Rule 1: Multiply exponential functions with an equivalent base, add the exponents.
For example, if we need to multiply two exponential functions with a base of 2, then we can note it as 2^x * 2^y = 2^(x+y).
Rule 2: To divide exponential functions with an equivalent base, deduct the exponents.
For instance, if we need to divide two exponential functions with a base of 3, we can note it as 3^x / 3^y = 3^(x-y).
Rule 3: To raise an exponential function to a power, multiply the exponents.
For instance, if we have to raise an exponential function with a base of 4 to the third power, we are able to write it as (4^x)^3 = 4^(3x).
Rule 4: An exponential function that has a base of 1 is forever equivalent to 1.
For example, 1^x = 1 no matter what the rate of x is.
Rule 5: An exponential function with a base of 0 is always equivalent to 0.
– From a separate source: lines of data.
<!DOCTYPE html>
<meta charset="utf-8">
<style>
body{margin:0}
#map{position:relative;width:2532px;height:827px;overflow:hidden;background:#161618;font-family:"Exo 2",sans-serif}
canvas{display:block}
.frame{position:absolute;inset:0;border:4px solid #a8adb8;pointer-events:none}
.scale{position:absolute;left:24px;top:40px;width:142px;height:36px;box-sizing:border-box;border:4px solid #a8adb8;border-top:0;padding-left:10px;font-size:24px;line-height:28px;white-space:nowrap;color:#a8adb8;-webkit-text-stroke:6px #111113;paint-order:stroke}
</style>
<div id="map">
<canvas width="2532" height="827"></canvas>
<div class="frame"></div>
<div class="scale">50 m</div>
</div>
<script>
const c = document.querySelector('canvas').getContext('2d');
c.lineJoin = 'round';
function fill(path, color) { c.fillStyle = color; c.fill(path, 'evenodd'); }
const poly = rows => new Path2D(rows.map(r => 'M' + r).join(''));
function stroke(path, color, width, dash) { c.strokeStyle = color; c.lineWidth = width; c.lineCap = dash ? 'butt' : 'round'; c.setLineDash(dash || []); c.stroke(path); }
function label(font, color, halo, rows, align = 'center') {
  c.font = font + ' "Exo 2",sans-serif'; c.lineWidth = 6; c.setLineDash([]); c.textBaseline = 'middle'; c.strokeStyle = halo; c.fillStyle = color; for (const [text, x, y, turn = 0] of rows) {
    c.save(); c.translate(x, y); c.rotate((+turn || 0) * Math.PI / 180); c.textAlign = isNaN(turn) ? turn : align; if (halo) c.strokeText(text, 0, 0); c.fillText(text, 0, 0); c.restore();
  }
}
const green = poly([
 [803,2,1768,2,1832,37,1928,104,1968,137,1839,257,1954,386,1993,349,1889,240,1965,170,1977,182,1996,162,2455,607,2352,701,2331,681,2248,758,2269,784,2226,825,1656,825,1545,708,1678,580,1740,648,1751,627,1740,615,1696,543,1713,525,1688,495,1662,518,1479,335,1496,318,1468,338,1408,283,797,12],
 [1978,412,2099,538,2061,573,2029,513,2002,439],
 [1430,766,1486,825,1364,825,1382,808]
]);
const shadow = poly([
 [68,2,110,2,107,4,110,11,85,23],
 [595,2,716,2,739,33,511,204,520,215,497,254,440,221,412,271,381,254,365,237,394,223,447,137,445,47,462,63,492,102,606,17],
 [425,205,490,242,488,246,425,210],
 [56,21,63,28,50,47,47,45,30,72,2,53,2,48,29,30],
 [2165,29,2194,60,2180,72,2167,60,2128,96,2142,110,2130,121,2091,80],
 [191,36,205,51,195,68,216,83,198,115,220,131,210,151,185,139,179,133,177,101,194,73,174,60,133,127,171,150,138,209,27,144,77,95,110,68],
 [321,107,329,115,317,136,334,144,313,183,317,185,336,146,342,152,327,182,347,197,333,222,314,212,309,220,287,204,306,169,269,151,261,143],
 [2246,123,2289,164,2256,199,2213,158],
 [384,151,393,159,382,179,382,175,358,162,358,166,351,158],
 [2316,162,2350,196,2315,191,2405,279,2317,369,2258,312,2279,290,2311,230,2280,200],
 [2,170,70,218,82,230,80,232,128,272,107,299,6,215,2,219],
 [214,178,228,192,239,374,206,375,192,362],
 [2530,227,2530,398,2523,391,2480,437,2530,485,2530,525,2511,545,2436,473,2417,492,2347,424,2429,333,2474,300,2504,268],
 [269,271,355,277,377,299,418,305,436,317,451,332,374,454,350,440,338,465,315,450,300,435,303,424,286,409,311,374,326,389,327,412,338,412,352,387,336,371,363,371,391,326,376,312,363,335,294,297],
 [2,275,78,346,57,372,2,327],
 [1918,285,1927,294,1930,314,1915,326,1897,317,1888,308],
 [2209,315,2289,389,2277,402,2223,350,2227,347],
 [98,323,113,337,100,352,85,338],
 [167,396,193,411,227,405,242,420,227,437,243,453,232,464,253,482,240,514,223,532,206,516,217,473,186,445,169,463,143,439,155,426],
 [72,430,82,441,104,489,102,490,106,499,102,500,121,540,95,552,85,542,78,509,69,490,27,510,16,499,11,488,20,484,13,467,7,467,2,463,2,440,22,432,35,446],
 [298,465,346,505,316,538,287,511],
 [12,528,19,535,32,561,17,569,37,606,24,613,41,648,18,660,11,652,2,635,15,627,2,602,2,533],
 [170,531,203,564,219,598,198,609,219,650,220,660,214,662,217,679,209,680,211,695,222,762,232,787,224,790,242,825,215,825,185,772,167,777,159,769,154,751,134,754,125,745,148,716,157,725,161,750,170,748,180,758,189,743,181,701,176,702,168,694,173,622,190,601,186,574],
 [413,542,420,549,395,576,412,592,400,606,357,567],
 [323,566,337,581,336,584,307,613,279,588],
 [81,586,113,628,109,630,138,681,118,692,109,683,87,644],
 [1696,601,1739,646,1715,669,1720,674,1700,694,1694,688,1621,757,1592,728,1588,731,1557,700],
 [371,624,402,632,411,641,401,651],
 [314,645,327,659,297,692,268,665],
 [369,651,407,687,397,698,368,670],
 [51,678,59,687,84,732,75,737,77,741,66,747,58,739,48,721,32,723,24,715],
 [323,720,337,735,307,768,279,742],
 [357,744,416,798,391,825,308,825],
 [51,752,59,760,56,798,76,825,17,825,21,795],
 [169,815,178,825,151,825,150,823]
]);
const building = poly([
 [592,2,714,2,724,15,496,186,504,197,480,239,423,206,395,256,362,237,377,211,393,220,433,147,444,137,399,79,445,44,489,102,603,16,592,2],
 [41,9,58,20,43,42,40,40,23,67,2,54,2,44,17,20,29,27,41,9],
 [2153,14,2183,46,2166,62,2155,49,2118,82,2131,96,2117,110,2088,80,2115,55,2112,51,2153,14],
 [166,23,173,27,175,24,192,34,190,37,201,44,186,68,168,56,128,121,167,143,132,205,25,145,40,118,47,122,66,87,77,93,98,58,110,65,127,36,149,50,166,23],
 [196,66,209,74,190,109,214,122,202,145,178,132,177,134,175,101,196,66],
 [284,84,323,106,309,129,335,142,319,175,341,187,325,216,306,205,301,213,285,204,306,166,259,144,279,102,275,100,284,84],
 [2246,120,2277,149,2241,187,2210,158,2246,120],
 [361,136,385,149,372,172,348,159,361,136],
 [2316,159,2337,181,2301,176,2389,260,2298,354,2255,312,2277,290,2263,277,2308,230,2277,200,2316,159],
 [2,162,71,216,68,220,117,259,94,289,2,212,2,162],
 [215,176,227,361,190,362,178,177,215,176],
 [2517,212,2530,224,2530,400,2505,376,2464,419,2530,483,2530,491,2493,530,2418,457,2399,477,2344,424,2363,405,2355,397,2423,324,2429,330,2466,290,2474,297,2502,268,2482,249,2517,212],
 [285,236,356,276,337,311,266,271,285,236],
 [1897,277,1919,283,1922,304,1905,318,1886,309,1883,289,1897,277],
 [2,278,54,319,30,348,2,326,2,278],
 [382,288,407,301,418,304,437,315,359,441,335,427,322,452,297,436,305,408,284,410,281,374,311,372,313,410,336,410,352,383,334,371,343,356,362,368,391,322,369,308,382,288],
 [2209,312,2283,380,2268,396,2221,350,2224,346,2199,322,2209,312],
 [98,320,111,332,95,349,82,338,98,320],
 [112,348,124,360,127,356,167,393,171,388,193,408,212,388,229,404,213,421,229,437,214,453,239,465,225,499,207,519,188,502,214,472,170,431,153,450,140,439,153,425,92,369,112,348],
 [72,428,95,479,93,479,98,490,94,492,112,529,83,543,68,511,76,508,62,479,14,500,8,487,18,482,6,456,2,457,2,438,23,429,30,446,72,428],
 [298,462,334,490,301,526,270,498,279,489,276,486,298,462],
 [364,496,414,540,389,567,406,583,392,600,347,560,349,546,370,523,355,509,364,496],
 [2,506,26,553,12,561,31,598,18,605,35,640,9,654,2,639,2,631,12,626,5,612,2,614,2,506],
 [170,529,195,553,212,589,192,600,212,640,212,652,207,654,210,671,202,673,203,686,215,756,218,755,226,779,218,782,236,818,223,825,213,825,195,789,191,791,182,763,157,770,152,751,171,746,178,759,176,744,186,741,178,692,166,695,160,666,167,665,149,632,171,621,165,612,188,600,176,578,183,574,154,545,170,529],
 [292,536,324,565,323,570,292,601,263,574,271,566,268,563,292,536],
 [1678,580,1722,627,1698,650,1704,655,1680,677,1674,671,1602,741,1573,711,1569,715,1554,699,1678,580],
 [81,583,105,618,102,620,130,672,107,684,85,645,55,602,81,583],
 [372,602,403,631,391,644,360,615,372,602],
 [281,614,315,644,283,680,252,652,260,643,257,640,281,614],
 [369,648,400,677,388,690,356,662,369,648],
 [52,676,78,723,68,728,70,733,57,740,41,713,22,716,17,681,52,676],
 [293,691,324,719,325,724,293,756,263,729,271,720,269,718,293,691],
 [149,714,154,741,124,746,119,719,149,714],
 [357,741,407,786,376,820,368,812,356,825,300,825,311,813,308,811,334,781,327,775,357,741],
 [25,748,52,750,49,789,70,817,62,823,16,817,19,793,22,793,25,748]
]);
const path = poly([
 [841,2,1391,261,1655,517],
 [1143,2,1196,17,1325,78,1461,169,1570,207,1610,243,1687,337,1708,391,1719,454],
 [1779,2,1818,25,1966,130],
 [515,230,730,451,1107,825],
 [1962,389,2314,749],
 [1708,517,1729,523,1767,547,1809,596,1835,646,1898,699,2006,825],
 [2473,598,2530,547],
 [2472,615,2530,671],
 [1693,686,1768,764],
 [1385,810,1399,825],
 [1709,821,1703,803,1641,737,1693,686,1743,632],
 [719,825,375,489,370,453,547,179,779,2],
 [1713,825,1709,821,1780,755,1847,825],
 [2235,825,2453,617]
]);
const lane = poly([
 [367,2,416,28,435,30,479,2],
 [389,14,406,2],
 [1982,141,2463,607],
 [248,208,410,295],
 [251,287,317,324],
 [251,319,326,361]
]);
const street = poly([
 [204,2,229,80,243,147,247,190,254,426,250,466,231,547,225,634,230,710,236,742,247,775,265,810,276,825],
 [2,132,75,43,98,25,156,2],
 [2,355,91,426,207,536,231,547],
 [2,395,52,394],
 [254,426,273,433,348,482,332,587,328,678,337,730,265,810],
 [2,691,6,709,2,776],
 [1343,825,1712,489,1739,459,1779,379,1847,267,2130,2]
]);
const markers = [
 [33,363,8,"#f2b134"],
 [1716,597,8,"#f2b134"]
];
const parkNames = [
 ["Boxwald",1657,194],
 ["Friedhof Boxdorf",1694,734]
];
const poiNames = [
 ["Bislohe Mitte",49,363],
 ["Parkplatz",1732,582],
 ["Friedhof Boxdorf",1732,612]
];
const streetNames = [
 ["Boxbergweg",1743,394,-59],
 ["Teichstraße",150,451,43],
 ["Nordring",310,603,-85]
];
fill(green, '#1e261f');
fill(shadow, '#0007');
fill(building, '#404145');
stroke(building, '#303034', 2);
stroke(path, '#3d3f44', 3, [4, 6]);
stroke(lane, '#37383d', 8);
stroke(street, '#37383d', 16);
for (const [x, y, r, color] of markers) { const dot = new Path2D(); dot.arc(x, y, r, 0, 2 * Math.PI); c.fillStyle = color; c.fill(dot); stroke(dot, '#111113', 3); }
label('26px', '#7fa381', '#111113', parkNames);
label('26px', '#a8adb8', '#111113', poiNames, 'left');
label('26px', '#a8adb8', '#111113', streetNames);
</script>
For instance, 0^x = 0 regardless of what the value of x is.
Examples
Exponential functions are generally utilized to denote exponential growth. As the variable rises, the value of the function rises at a ever-increasing pace.
Example 1
Let's look at the example of the growing of bacteria. If we have a culture of bacteria that duplicates every hour, then at the close of hour one, we will have twice as many bacteria.
At the end of hour two, we will have quadruple as many bacteria (2 x 2).
At the end of the third hour, we will have 8x as many bacteria (2 x 2 x 2).
This rate of growth can be portrayed an exponential function as follows:
f(t) = 2^t
where f(t) is the amount of bacteria at time t and t is measured in hours.
Example 2
Moreover, exponential functions can represent exponential decay. Let’s say we had a dangerous material that degenerates at a rate of half its amount every hour, then at the end of the first hour, we will have half as much material.
After hour two, we will have a quarter as much material (1/2 x 1/2).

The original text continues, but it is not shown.